Ultimate Experience at Kangaroo Island

by admin
Pagi yang menakjubkan di Napean Bay, Kangaroo Island
Kangaroo Island, pulau di barat daya Adelaide ini dijuluki a zoo without wall-kebun binatang tanpa pagar. Di pulau ini, bukan kami yang harus ‘mengunjungi’ hewan-hewan khas Australia, tapi mereka yang ‘menyapa’ dan menghampiri kami.

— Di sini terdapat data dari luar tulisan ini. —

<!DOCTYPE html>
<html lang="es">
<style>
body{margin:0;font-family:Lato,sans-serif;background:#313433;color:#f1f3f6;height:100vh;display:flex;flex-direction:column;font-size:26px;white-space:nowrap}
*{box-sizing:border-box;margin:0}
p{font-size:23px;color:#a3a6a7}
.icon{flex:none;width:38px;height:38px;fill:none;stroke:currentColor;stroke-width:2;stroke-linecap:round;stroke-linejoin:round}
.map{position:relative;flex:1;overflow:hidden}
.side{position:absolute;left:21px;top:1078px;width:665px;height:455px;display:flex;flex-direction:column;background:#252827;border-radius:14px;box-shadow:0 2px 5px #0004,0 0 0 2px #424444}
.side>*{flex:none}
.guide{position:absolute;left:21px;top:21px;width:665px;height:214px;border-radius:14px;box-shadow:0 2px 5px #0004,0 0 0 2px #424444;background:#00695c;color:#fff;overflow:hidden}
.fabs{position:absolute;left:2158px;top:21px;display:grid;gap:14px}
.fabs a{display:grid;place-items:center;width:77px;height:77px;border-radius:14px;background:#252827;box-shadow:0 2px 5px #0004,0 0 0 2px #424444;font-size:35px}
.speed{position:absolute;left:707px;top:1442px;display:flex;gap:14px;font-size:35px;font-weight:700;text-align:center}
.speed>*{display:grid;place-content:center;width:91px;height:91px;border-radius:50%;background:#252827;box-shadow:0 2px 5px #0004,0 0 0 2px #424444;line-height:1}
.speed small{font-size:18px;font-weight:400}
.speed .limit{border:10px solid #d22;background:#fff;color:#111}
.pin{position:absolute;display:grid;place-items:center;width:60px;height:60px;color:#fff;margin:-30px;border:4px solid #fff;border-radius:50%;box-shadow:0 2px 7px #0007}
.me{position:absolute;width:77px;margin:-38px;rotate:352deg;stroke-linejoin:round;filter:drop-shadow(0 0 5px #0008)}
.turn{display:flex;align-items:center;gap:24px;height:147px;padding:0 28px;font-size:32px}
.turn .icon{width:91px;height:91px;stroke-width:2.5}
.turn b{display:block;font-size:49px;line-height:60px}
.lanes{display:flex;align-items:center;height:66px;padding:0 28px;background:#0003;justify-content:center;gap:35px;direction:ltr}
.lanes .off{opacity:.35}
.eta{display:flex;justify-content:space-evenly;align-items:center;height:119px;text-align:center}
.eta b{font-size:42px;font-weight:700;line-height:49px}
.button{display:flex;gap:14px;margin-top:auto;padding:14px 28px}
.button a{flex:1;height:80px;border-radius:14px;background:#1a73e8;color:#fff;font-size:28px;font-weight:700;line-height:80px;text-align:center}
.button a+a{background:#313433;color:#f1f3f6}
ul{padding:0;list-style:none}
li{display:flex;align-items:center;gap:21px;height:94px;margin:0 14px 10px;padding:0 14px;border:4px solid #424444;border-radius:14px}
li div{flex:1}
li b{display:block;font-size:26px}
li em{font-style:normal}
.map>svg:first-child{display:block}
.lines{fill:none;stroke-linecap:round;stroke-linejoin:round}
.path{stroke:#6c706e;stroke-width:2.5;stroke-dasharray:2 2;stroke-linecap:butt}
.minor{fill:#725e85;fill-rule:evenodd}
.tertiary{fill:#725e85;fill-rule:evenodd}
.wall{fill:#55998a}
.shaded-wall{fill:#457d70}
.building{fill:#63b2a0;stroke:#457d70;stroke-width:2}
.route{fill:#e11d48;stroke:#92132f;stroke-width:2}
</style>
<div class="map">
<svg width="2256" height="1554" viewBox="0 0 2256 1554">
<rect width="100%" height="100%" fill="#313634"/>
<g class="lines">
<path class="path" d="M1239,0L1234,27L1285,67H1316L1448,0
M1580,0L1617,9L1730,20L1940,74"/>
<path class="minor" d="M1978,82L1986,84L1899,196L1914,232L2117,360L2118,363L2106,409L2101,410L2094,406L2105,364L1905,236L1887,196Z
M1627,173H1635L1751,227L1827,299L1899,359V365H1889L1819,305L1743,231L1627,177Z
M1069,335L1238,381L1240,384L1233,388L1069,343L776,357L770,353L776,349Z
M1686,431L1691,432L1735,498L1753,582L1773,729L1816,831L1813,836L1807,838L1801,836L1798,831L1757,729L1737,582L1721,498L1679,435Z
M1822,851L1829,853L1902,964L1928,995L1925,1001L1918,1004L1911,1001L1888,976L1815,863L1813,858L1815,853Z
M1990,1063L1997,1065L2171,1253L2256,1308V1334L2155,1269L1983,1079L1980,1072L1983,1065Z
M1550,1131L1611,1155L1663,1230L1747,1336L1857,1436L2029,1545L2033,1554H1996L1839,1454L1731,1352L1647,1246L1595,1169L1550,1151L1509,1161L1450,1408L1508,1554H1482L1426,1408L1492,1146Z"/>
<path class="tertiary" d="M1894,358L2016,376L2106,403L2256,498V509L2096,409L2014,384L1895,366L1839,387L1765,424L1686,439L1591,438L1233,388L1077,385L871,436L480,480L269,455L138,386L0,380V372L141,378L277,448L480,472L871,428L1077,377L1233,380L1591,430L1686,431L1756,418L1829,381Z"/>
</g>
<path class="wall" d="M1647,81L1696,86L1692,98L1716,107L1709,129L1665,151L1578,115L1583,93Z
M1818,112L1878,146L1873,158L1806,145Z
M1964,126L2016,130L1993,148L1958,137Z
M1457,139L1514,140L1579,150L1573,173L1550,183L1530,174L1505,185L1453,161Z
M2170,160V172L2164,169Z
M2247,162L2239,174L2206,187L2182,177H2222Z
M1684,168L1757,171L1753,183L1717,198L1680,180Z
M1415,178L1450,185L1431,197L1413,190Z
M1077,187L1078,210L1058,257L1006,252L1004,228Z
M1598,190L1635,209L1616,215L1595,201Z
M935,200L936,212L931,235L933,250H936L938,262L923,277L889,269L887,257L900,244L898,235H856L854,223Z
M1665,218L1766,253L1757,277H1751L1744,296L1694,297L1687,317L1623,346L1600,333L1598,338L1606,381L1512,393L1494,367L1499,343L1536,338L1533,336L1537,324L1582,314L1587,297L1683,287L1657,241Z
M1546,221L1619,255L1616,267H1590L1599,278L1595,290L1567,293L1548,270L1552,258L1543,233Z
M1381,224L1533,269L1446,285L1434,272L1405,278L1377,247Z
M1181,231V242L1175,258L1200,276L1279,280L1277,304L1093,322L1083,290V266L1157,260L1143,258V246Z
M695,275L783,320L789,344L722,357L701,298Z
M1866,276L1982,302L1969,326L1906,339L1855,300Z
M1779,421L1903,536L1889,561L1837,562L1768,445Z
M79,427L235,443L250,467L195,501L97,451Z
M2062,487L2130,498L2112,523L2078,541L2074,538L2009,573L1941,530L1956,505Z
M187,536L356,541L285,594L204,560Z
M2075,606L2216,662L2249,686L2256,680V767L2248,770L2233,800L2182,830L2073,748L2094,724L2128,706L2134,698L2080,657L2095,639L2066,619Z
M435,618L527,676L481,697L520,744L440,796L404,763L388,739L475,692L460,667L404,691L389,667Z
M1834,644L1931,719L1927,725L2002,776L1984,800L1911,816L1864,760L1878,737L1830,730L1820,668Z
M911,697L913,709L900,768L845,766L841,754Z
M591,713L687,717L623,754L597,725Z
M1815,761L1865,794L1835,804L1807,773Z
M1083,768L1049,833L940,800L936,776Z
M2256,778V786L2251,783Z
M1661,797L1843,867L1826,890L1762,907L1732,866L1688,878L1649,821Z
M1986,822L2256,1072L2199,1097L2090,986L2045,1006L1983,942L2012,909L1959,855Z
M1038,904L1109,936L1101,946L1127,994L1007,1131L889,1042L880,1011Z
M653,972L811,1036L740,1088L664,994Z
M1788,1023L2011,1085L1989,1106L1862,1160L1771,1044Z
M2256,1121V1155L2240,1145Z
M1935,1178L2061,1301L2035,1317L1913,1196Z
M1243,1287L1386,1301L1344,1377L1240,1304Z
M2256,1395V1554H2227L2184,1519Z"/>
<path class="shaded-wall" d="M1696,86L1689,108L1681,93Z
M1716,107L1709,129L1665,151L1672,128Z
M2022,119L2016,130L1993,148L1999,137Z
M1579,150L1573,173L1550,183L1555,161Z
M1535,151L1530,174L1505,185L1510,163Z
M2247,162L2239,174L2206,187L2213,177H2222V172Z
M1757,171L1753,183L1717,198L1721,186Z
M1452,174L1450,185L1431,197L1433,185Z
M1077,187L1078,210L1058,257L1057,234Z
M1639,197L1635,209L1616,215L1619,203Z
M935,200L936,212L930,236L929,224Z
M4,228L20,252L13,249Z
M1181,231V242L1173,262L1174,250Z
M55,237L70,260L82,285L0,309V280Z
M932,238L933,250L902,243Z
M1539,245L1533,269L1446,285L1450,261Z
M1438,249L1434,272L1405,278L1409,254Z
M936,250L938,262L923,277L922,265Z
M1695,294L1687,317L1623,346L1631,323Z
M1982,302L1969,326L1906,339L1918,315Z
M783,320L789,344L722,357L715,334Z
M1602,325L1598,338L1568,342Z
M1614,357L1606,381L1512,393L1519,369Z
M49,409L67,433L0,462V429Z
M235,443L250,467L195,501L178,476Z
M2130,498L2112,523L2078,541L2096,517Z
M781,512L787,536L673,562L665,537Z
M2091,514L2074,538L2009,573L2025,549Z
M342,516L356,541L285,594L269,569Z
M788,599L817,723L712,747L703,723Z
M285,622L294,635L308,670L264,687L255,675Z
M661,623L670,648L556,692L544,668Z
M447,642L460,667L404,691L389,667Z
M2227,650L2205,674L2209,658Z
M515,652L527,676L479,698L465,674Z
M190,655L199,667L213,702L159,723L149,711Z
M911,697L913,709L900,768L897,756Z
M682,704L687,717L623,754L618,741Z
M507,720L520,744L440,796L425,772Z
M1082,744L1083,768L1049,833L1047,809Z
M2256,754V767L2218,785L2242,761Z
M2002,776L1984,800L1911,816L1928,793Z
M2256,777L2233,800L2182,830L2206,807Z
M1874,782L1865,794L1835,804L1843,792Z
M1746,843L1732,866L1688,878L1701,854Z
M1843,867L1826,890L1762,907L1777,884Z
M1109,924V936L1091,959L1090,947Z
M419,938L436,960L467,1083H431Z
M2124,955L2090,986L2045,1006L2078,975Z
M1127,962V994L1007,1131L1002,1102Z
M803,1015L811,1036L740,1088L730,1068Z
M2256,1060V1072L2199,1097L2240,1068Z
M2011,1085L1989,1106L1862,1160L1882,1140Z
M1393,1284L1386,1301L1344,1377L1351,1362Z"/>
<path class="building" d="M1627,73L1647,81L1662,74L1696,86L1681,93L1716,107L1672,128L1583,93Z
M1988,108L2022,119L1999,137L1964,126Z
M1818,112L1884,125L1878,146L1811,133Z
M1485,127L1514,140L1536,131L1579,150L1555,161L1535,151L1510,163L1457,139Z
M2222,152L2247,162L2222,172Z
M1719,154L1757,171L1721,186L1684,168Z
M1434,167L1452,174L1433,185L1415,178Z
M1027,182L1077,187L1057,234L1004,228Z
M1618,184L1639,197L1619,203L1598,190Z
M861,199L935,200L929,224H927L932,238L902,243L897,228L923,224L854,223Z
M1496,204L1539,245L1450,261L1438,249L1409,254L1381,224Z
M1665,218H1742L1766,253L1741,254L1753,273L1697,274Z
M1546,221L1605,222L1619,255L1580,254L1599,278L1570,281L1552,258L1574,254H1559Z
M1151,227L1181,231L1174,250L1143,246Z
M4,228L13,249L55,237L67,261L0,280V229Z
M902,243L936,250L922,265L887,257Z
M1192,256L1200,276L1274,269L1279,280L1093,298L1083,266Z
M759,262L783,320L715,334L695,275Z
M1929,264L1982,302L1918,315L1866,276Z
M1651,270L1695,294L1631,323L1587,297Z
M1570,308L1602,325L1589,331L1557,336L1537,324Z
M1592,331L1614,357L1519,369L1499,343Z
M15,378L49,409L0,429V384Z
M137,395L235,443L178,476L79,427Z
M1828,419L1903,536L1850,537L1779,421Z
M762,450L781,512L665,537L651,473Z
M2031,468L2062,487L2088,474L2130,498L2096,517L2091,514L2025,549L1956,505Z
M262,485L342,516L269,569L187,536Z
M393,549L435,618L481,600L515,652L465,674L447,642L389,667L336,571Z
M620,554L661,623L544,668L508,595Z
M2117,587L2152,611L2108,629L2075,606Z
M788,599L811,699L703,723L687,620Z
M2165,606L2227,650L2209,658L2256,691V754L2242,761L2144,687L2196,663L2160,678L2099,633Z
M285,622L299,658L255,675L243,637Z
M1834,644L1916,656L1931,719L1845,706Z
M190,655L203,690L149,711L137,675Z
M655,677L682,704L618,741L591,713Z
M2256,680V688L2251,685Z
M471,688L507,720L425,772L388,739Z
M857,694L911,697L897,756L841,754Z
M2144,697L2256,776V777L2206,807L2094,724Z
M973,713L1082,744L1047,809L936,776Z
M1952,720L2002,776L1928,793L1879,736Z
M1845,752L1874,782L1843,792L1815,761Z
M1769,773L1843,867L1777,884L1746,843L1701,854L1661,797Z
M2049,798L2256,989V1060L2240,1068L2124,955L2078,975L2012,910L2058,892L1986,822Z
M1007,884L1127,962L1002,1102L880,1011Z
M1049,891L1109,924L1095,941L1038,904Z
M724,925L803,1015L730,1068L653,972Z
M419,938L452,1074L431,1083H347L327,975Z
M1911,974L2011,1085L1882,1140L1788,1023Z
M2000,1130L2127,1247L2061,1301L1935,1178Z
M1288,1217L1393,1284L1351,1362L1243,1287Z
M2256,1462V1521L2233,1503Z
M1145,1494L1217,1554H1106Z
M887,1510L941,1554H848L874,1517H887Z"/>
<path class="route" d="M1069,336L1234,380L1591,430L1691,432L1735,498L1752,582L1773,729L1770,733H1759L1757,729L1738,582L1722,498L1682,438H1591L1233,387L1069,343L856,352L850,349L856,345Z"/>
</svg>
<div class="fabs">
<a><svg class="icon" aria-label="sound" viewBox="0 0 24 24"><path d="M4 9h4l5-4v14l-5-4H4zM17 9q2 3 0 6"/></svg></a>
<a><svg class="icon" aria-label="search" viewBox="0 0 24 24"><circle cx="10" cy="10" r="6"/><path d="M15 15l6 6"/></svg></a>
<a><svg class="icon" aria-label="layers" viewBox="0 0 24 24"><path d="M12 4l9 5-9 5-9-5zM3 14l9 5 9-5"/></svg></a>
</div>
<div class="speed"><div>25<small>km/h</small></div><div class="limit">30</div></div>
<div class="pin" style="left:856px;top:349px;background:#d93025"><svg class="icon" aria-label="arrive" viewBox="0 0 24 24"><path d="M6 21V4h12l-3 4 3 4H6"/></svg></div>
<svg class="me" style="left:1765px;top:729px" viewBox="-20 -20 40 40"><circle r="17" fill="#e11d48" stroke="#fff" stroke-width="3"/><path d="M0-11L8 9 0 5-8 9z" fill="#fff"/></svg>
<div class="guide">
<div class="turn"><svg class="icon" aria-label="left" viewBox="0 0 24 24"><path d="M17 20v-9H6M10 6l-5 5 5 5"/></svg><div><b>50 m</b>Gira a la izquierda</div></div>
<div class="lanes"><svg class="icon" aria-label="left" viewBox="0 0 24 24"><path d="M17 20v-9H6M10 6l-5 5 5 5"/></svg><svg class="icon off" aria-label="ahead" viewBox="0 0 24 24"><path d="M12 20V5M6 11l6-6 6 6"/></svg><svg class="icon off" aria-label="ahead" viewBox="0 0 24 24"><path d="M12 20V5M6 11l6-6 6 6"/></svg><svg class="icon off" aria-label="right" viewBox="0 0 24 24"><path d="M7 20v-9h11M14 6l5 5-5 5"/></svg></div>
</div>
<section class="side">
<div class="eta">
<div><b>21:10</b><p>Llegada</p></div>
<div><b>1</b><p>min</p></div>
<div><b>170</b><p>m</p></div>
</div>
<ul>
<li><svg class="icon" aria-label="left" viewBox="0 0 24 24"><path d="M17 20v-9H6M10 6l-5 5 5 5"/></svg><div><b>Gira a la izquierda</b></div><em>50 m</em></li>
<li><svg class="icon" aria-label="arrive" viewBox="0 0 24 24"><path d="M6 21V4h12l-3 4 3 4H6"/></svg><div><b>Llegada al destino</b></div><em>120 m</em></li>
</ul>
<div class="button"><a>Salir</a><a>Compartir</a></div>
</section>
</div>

Kami menyeberang ke Kangaroo Island (KI) dari dermaga Cape Jervis, sekitar dua jam dari Adelaide ke arah selatan. Hanya ada satu layanan feri di sini, dioperasikan oleh Sea Link. Tarif feri yang tidak disubsidi oleh pemerintah memang memberatkan. Bahkan penduduk lokal juga mengeluhkan tarif feri yang mahal ini. Tiket pulang pergi untuk kami berempat (2 dewasa 2 anak) plus satu campervan harganya AUD 424. Semahal tiket pesawat ke luar kota! Tapi gakpapa lah kalau dianggap membeli pengalaman sekali seumur hidup.

Tadinya kami ragu-ragu memasukkan Kangaroo Island ke dalam itinerary. Salah satu alasannya karena mahalnya tiket feri tadi. Alasan lain karena ketatnya jadwal kami. Kalau cuma bisa road trip seminggu, hanya cukup untuk jalan dari Adelaide ke Melbourne, tanpa mampir ke pulau. Tapi setelah Si Ayah konfirmasi bisa jalan 10 hari, kami menyisipkan 3 hari khusus di Kangaroo Island. Kata Si Ayah, mending menghabiskan waktu dan menginap di pulau daripada cuma di kota (Adelaide).

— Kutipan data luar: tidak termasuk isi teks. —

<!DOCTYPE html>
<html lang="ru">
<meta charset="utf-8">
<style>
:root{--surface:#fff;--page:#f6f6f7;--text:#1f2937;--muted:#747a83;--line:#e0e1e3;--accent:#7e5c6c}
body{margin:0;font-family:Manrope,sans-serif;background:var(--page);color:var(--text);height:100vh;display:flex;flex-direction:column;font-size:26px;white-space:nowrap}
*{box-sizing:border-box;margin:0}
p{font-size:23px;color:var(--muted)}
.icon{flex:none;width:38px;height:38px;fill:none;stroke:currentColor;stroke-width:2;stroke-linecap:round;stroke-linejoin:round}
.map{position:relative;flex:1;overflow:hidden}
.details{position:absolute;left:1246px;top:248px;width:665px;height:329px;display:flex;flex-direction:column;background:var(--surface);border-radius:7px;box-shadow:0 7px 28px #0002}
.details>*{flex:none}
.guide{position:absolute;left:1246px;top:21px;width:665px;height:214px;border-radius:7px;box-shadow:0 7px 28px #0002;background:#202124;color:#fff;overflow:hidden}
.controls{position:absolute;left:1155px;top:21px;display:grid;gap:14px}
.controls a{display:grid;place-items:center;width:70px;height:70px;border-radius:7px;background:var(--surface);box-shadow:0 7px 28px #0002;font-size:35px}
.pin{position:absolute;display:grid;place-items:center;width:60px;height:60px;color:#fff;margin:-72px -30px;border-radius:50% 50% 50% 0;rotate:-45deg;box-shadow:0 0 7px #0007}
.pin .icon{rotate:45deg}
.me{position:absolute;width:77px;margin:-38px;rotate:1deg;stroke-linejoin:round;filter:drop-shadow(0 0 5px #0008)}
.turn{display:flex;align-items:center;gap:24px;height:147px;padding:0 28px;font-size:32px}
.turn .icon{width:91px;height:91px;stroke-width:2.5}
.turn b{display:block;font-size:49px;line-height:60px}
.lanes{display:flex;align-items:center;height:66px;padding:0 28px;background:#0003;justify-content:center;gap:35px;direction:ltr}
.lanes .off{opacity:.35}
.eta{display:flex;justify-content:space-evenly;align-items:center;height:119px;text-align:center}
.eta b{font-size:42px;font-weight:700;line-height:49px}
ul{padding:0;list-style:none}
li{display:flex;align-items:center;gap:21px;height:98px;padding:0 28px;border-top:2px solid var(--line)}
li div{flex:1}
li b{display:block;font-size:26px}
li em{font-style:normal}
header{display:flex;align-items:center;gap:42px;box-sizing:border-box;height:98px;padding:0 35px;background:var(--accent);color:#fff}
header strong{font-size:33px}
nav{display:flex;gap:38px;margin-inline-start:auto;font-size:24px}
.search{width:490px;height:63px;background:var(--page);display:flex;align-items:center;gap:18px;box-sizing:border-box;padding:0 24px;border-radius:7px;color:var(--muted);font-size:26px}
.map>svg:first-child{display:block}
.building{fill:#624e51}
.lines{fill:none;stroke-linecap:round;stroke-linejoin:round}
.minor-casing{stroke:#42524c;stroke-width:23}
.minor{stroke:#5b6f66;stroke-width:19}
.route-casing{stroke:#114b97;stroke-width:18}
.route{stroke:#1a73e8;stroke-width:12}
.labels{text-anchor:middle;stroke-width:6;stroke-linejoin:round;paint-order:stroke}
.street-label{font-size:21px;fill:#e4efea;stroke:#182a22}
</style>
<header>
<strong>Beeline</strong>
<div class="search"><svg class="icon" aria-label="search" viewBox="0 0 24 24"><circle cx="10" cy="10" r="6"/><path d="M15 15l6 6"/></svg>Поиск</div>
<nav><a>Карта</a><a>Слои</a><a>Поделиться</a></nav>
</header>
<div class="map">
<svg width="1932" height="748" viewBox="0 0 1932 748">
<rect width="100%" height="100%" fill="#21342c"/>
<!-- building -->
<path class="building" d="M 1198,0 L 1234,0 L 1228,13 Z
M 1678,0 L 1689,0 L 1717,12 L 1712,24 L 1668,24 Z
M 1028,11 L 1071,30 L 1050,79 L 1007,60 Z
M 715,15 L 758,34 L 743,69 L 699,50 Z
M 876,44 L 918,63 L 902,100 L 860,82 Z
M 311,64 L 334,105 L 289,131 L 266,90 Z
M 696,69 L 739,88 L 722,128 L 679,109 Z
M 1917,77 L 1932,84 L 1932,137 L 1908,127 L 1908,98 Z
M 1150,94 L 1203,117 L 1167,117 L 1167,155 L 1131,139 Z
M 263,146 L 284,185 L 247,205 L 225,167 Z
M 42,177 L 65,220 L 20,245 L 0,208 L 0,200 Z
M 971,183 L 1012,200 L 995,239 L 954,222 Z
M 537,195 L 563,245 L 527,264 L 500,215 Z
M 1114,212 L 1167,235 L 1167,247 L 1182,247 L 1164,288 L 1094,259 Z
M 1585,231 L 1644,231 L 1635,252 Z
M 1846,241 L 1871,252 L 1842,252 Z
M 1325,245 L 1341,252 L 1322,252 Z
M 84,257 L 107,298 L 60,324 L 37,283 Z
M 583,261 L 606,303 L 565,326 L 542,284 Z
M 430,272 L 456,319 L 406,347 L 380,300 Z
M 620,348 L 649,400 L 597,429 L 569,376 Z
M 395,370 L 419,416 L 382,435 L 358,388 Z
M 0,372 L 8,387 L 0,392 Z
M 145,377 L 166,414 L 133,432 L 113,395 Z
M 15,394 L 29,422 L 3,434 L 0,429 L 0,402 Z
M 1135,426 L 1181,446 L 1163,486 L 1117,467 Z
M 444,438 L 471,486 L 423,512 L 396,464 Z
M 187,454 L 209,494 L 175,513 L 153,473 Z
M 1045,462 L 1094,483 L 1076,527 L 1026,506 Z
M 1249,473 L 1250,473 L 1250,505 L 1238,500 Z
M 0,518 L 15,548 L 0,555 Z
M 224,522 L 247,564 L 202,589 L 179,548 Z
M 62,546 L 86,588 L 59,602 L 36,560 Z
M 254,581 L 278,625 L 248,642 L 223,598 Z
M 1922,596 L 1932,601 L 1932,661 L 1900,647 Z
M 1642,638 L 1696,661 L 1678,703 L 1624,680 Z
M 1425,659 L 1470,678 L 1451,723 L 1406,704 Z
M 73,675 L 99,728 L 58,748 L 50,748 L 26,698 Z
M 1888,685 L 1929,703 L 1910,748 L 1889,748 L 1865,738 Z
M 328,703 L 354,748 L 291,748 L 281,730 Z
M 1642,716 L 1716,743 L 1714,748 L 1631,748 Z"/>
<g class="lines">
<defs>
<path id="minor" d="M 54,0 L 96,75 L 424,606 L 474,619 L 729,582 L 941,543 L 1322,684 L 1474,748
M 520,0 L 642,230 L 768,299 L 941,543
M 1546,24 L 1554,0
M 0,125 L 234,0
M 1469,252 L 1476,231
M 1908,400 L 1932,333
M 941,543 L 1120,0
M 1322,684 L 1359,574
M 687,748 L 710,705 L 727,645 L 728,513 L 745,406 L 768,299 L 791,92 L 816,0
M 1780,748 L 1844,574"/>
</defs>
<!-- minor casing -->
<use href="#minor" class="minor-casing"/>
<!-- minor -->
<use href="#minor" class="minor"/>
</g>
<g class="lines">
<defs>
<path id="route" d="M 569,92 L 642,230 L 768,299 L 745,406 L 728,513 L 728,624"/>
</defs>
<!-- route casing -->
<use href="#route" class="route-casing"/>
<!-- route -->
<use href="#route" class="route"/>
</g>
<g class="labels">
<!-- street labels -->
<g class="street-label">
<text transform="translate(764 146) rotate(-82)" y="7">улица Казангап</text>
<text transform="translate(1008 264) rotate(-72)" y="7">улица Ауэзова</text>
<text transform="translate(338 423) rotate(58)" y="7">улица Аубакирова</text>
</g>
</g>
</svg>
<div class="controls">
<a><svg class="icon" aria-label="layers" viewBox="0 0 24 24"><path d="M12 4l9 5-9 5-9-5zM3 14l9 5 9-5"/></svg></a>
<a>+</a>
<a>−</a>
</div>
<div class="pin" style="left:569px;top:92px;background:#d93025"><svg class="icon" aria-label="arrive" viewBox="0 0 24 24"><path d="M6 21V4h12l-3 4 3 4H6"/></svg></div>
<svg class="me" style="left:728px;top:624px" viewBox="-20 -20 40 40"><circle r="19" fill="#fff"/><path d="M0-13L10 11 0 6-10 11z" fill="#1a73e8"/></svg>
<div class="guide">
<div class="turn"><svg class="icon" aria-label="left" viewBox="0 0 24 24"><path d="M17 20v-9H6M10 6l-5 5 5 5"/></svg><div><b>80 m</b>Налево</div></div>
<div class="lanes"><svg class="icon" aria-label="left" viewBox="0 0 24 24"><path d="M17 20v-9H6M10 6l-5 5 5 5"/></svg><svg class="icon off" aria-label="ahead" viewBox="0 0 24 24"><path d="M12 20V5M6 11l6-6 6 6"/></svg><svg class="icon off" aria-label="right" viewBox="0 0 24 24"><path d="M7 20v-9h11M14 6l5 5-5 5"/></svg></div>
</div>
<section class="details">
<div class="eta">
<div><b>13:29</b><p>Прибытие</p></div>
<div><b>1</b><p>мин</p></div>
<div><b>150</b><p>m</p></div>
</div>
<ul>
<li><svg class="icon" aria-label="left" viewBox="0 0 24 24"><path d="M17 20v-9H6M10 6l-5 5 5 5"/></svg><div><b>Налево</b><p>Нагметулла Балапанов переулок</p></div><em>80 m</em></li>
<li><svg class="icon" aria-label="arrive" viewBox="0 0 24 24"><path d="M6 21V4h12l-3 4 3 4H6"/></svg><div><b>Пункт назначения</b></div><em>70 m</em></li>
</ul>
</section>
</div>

Kami sampai di Cape Jervis menjelang senja, mengejar feri jam 6 sore. Di tepi dermaga, terpampang aturan barang-barang yang tidak boleh dibawa masuk ke pulau ini: lebah, madu, kentang, serigala, kelinci dan tanaman tertentu. Peraturan ini tentunya untuk melindungi keanekaragaman hayati di Pulau Kanguru. Tapi, siapa juga ya yang mau membawa serigala? ^_^

Setelah feri datang, saya dan the precils bisa masuk kapal terlebih dahulu. Sementara Si Ayah harus memasukkan sendiri campervan ke dalam feri. Perlu waktu 45 menit untuk menyeberang dari Cape Jervis ke Penneshaw, dermaga di Kangaroo Island. Untungnya laut lumayan tenang, tidak begitu bergejolak. Pihak Sea Link akan membatalkan penyeberangan kalau kondisi laut terlalu berbahaya. Jadi, meskipun sudah booking online, lebih baik menanyakan kepastian berangkat beberapa jam sebelumnya via telpon. Di dalam feri, tidak susah mencari tempat duduk, cukup nyaman plus ada cafe yang menjual kopi, coklat panas dan camilan. Kami tertawa-tawa mengenang perjalanan terakhir kami naik feri dari Tasmania yang sangat tidak sukses: pusing dan mabuk.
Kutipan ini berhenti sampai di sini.